WHAT THIS TASK INVOLVES:
Scan the records below for lines with the word "rows", then state how many you find and nothing else.

Stored dataset items:
*-*-*
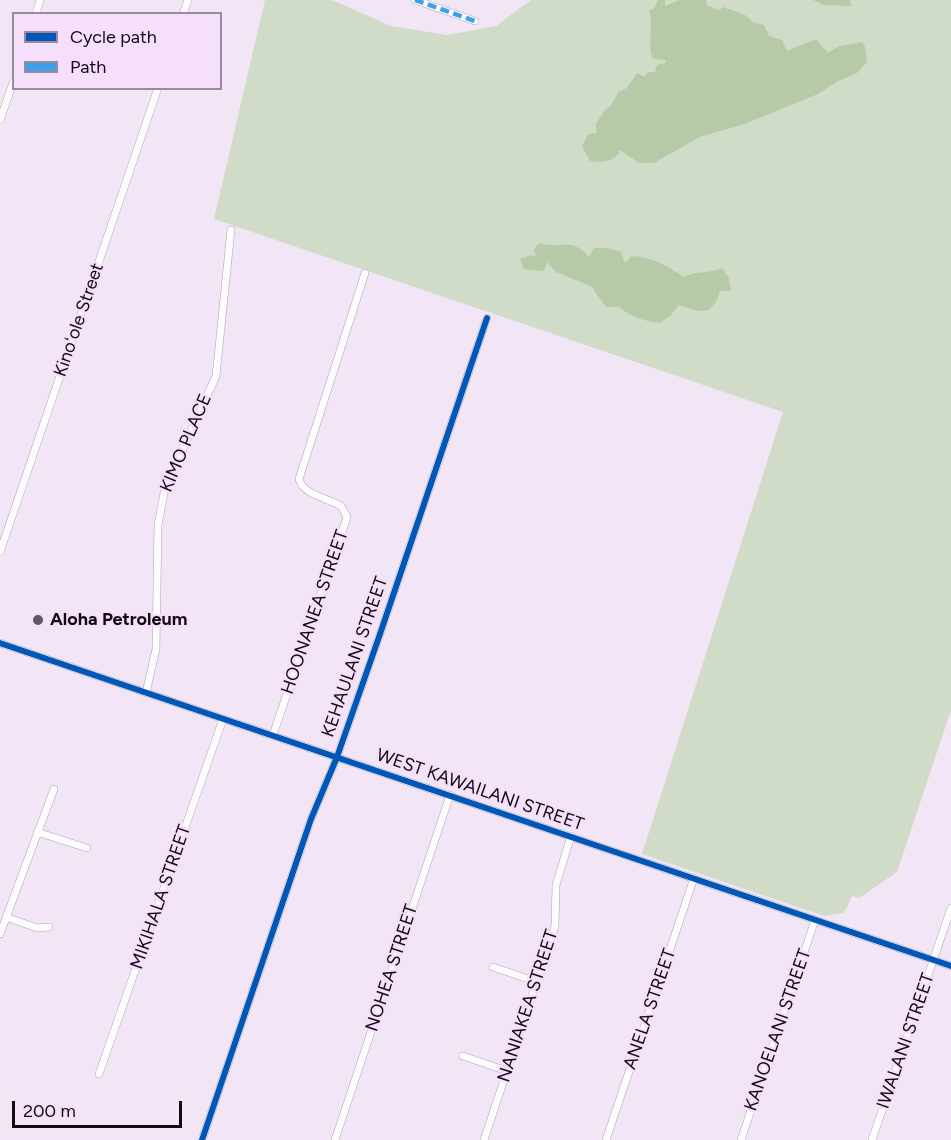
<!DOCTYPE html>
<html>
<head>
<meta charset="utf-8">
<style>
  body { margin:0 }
  #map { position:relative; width:951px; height:1140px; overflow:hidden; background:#f2e5f5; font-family:Figtree,sans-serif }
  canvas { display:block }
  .legend { position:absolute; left:12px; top:12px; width:210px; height:78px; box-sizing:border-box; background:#f6dffb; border:2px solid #9a8a9e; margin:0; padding:8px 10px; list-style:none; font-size:18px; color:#110a13 }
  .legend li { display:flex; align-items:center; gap:12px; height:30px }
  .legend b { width:30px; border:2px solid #9a8a9e }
  .scale { position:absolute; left:12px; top:1101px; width:170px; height:27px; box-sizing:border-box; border:3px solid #110a13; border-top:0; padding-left:8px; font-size:18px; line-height:21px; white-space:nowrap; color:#110a13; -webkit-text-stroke:4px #f6dffb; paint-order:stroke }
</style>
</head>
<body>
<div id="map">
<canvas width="951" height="1140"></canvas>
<ul class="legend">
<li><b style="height:8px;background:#0057b8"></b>Cycle path</li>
<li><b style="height:8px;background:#3da1ea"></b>Path</li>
</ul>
<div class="scale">200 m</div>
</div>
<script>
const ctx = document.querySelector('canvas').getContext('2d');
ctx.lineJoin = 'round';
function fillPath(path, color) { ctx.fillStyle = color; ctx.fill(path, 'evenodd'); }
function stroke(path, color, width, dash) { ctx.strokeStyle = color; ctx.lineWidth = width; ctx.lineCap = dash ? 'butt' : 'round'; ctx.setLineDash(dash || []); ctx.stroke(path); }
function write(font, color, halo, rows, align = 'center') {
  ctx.font = font + ' Figtree,sans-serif'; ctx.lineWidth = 5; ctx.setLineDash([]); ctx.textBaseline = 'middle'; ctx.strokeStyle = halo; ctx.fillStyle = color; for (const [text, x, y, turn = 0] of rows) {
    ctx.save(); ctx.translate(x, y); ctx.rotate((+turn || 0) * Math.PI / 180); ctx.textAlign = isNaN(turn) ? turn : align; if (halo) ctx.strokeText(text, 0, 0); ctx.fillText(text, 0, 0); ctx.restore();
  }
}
fillPath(new Path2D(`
  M 265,0 L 332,0 L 391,26 L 447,35 L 496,26 L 531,0 L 951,0 L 951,710 L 897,872 L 859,898 L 852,896 L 844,913 L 824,916 L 642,854 L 783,412 L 214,219 Z`), '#d0dcc8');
fillPath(new Path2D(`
  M 658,0 L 665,0 L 665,6 L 680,0 L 706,0 L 707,5 L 719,10 L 724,7 L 745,15 L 754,23 L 764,25 L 769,36 L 782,40 L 787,51 L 816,39 L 828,53 L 839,46 L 862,42 L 865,47 L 867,62 L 857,73 L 838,81 L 818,94 L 747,123 L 700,137 L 654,163 L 639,163 L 620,150 C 615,162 602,163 590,161 L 582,146 L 588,134 L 597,133 L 596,124 L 604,111 L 612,104 L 618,92 L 627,88 L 637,73 L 644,77 L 648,72 L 655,72 L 657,65 L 665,63 L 666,60 L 653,59 C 647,45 654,26 649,11 L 654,8 Z
  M 813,0 L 850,0 L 852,6 L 823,5 Z
  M 539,243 C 559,250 572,236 589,257 L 594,248 L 608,248 L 621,252 L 625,263 L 632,256 C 653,257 667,266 684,277 C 693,271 708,274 722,268 L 729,278 L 731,291 L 720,291 L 716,302 L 709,310 L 697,311 L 679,305 L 671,315 L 660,323 C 644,321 631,317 619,307 L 606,307 L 595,292 L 593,287 L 556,272 L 547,262 L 544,271 L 524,269 L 520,259 L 531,255 L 536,257 L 534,249 Z`), '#b6caa8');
const minor = new Path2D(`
  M 415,0 L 475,21
  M 36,14 L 40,0
  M 183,14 L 188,0
  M 0,120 L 14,80
  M 0,552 L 158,88
  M 0,643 L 951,966
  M 146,693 L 156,649 L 158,525 L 165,488 L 216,376 L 231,230
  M 273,735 L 347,517 L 341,506 C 328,498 303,495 299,479 L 365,273
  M 37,832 L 87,848
  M 6,917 L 37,928 L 49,927
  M 0,934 L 54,789
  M 493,967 L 537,982
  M 463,1056 L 507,1071
  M 99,1074 L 223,719
  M 202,1140 L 311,819 L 337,757 L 379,637 L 487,318
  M 335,1140 L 450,795
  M 484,1140 L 555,926 L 556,885 L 571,836
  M 606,1140 L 694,878
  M 741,1140 L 815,920
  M 872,1140 L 951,908`);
stroke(minor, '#afa5b1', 8);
stroke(minor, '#fdfbfe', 7);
stroke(new Path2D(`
  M 415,0 L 475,21`), '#3da1ea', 4.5, [9, 4.5]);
stroke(new Path2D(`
  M 0,643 L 951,966
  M 202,1140 L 311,819 L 337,757 L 379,637 L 487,318`), '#0057b8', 6);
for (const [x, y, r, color] of [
  [38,620,6,"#605762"]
]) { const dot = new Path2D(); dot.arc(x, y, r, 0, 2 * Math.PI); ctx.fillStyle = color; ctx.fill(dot); stroke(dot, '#f6dffb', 2); }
write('18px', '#110a13', '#f6dffb', [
  ["Kinoʻole Street",79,320,-71],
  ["KIMO PLACE",186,443,-67],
  ["HOONANEA STREET",315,612,-71],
  ["KEHAULANI STREET",355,657,-71],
  ["WEST KAWAILANI STREET",480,790,19],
  ["MIKIHALA STREET",161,897,-71],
  ["NOHEA STREET",392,968,-72],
  ["NANIAKEA STREET",528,1006,-72],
  ["ANELA STREET",650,1009,-71],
  ["KANOELANI STREET",778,1030,-71],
  ["IWALANI STREET",906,1041,-71]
]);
write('bold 18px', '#110a13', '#f6dffb', [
  ["Aloha Petroleum",50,620]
], 'left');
</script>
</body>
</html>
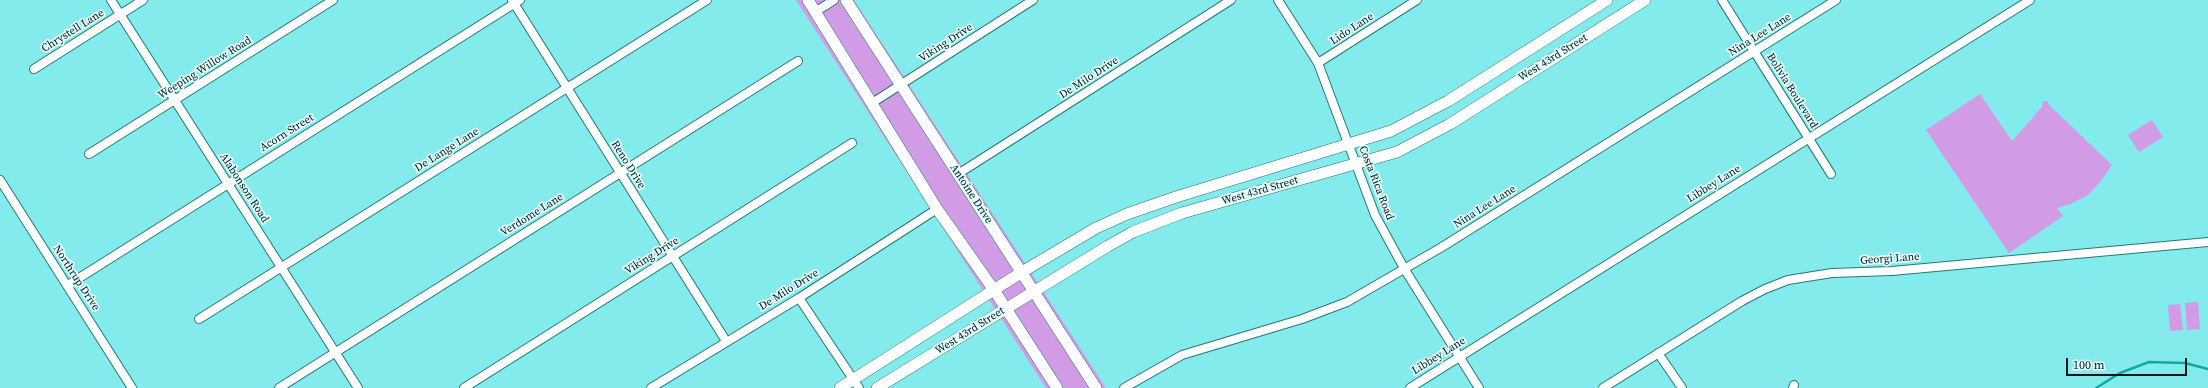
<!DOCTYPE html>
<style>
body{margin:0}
#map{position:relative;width:2208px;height:388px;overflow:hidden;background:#83ebec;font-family:"Source Serif 4",serif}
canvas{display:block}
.scale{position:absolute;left:2066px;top:358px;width:121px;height:18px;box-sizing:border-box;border:2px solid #011616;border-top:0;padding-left:5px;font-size:12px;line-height:14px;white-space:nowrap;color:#011616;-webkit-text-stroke:3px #e2fefe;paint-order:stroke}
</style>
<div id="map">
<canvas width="2208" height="388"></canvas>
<div class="scale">100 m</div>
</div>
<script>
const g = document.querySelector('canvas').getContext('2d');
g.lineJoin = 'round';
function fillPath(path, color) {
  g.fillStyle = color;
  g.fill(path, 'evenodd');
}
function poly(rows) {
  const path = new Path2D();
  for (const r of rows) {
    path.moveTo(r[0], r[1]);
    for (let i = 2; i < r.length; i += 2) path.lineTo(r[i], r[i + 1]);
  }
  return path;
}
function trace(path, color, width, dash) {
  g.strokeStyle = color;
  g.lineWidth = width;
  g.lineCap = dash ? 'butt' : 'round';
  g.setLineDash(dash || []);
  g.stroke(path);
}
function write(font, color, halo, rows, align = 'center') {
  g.font = font + ' "Source Serif 4",serif';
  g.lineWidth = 3.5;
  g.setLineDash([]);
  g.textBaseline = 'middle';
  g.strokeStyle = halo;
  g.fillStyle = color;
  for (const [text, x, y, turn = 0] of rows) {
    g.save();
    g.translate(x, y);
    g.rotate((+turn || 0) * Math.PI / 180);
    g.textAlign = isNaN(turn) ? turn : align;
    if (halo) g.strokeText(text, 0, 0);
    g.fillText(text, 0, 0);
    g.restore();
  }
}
const green = poly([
 [796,0,854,0,1106,388,1046,388],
 [1980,94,2012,141,2042,107,2043,101,2047,101,2050,106,2112,165,2101,181,2088,195,2071,204,2057,208,2063,216,2009,253,1926,130],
 [2152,120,2163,137,2139,152,2128,135],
 [2198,302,2200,329,2187,330,2185,303],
 [2180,304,2183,330,2170,331,2168,305]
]);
const stream = poly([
 [2096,388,2120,373,2149,362,2185,363,2208,369]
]);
const minor = poly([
 [111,0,358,388],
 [512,0,726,341],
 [1278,0,1318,63,1375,215,1405,270,1479,388],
 [1722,0,1831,174],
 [815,12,834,0],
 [1318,63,1417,0],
 [34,69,143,0],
 [872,103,1033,0],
 [89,154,333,0],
 [958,174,1231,0],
 [0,180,132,388],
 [68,285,520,0],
 [799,298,859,388],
 [199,319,707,0],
 [1658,353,1682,388],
 [279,388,798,61],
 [464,388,852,143],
 [651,388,799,298,937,209],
 [1124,388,1182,355,1302,319,1347,302,1442,247,1836,0],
 [1410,388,2030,0],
 [1603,388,1742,301,1765,289,1788,280,1832,273,1892,271,2208,242],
 [1793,388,1794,385]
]);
const secondary = poly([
 [808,0,937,209,994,290,1057,388],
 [846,0,1096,388],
 [840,388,1022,272,1096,228,1127,214,1176,197,1391,131,1448,101,1607,0],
 [877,388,1108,246,1133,232,1182,213,1397,152,1450,124,1645,0]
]);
const streetNames = [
 ["Lido Lane",1352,29,-33],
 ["Chrystell Lane",73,31,-32],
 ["Nina Lee Lane",1760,35,-32],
 ["Viking Drive",946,43,-33],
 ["West 43rd Street",1553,58,-32],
 ["Weeping Willow Road",205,68,-32],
 ["De Milo Drive",1089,78,-33],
 ["Bolivia Boulevard",1792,91,58],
 ["Acorn Street",287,133,-32],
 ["De Lange Lane",447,150,-32],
 ["Reno Drive",628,165,58],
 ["Costa Rica Road",1376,183,69],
 ["Libbey Lane",1714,184,-32],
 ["Alabonson Road",244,188,57],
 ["West 43rd Street",1260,191,-16],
 ["Antoine Drive",971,194,57],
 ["Nina Lee Lane",1485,207,-32],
 ["Verdome Lane",532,215,-32],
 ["Viking Drive",652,256,-32],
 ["Georgi Lane",1890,259,-4],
 ["Northrup Drive",76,278,57],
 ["De Milo Drive",789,290,-32],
 ["West 43rd Street",970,331,-32],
 ["Libbey Lane",1439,356,-32]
];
fillPath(green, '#d29be6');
trace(stream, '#10a7a9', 2.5);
trace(minor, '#25787a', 10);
trace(secondary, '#25787a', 12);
trace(minor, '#fff', 8);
trace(secondary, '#fff', 11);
write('11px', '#011616', '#e2fefe', streetNames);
</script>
*-*-*
RESPONSE:
6